The required answer is an exact copy of the records below, without pictures.
Task data Block Start
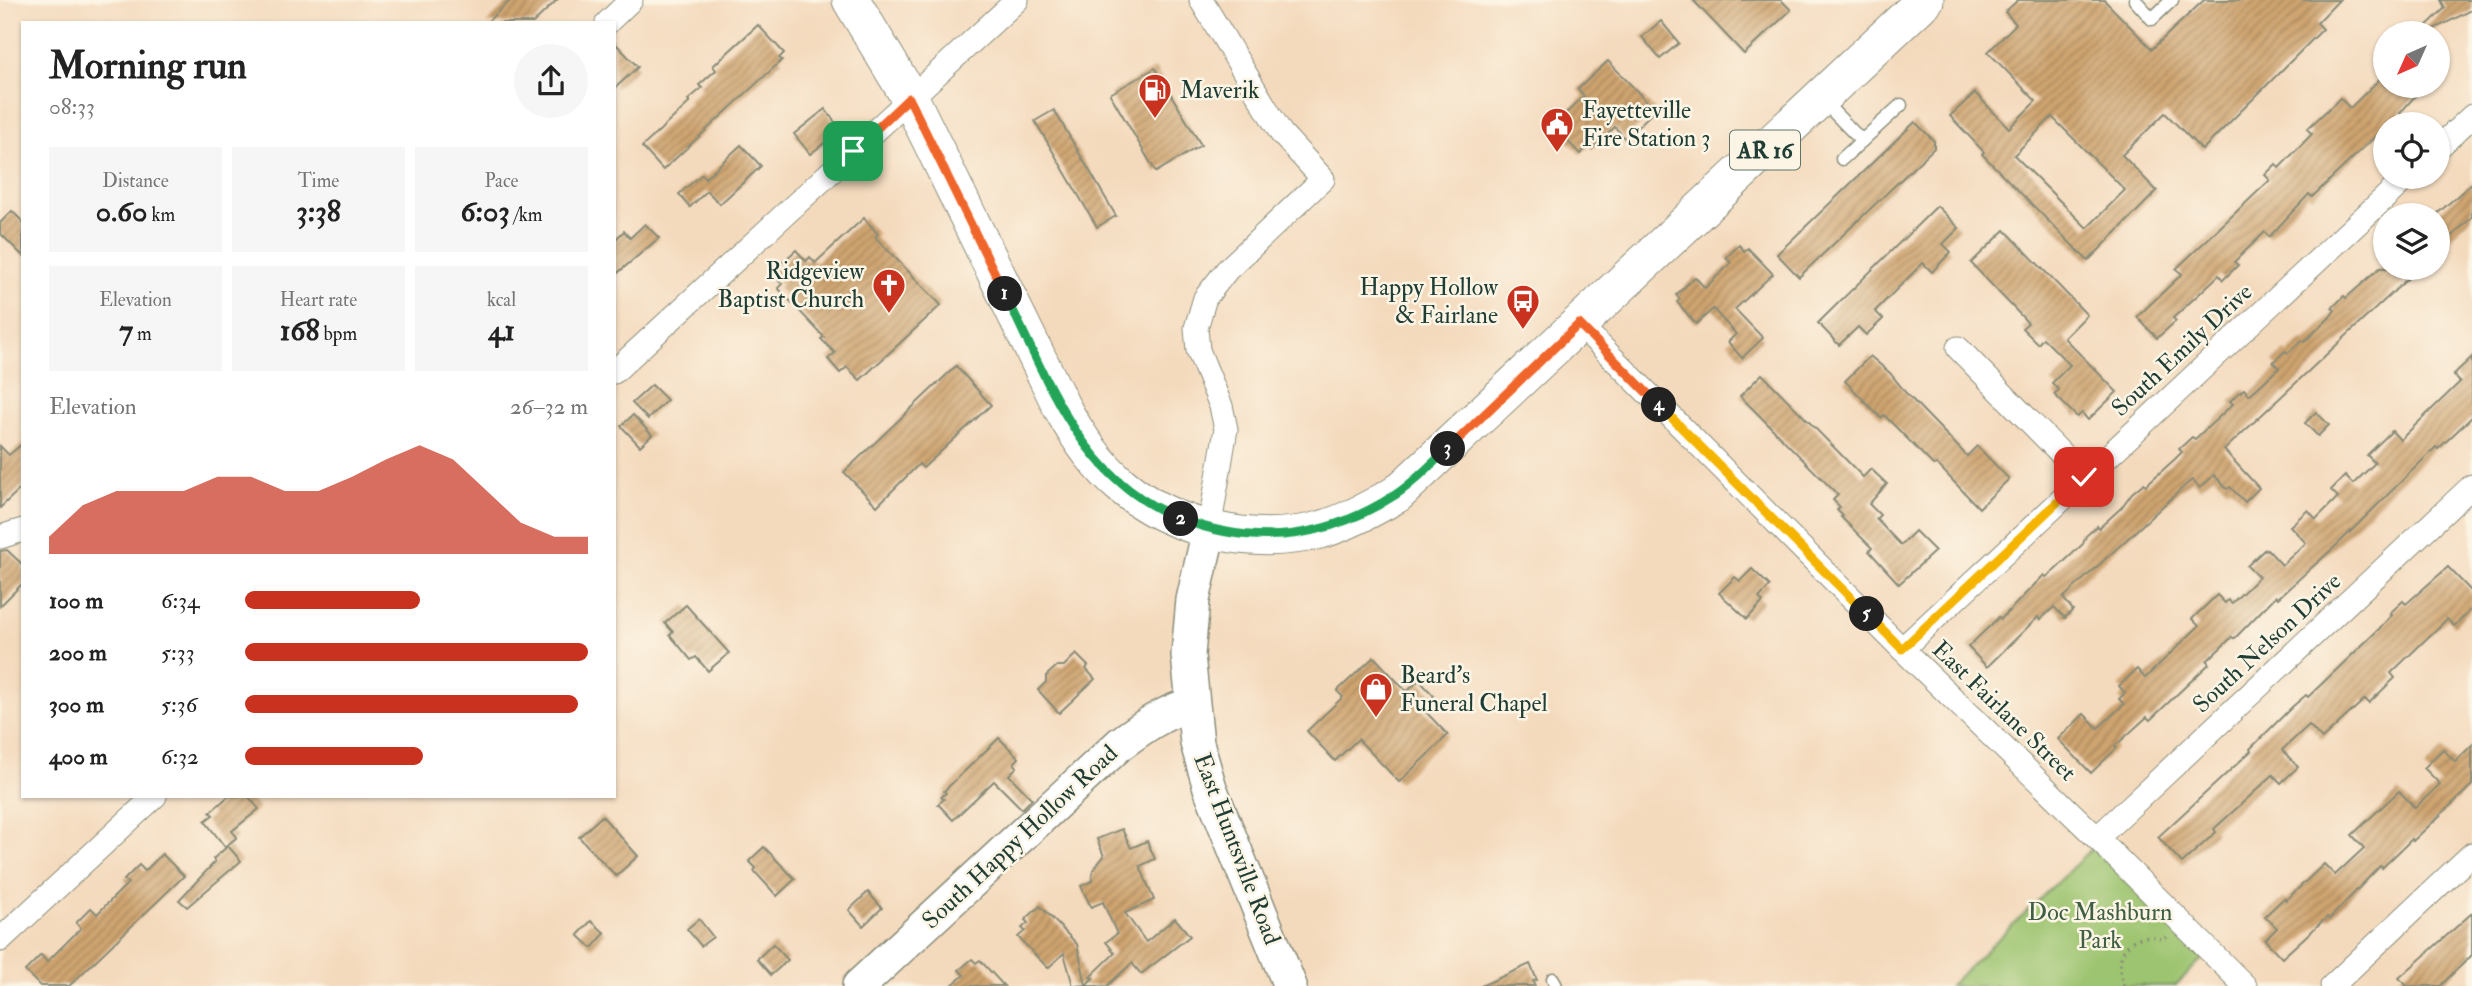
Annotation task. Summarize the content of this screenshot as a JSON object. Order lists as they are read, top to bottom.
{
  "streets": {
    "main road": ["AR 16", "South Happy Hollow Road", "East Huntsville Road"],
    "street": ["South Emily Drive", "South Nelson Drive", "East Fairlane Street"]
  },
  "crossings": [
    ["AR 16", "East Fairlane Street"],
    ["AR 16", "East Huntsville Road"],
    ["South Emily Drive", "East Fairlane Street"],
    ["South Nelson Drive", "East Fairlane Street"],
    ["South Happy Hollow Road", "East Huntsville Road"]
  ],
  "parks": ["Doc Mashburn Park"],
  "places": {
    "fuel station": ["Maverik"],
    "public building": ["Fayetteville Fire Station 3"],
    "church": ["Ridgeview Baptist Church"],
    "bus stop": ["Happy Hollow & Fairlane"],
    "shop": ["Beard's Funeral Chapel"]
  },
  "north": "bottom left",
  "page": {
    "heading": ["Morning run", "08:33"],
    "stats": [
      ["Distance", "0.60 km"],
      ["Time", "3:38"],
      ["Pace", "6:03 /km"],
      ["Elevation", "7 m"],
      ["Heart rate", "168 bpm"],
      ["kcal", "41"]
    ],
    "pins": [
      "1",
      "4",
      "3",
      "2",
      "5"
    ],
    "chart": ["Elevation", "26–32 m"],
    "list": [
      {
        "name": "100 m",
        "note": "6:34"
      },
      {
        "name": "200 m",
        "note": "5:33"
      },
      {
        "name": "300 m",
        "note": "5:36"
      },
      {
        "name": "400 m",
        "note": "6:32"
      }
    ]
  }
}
Task data Block End
_Response box_:
Annotation task. Summarize the content of this screenshot as a JSON object. Order lists as they are read, top to bottom.
{
  "streets": {
    "main road": ["AR 16", "South Happy Hollow Road", "East Huntsville Road"],
    "street": ["South Emily Drive", "South Nelson Drive", "East Fairlane Street"]
  },
  "crossings": [
    ["AR 16", "East Fairlane Street"],
    ["AR 16", "East Huntsville Road"],
    ["South Emily Drive", "East Fairlane Street"],
    ["South Nelson Drive", "East Fairlane Street"],
    ["South Happy Hollow Road", "East Huntsville Road"]
  ],
  "parks": ["Doc Mashburn Park"],
  "places": {
    "fuel station": ["Maverik"],
    "public building": ["Fayetteville Fire Station 3"],
    "church": ["Ridgeview Baptist Church"],
    "bus stop": ["Happy Hollow & Fairlane"],
    "shop": ["Beard's Funeral Chapel"]
  },
  "north": "bottom left",
  "page": {
    "heading": ["Morning run", "08:33"],
    "stats": [
      ["Distance", "0.60 km"],
      ["Time", "3:38"],
      ["Pace", "6:03 /km"],
      ["Elevation", "7 m"],
      ["Heart rate", "168 bpm"],
      ["kcal", "41"]
    ],
    "pins": [
      "1",
      "4",
      "3",
      "2",
      "5"
    ],
    "chart": ["Elevation", "26–32 m"],
    "list": [
      {
        "name": "100 m",
        "note": "6:34"
      },
      {
        "name": "200 m",
        "note": "5:33"
      },
      {
        "name": "300 m",
        "note": "5:36"
      },
      {
        "name": "400 m",
        "note": "6:32"
      }
    ]
  }
}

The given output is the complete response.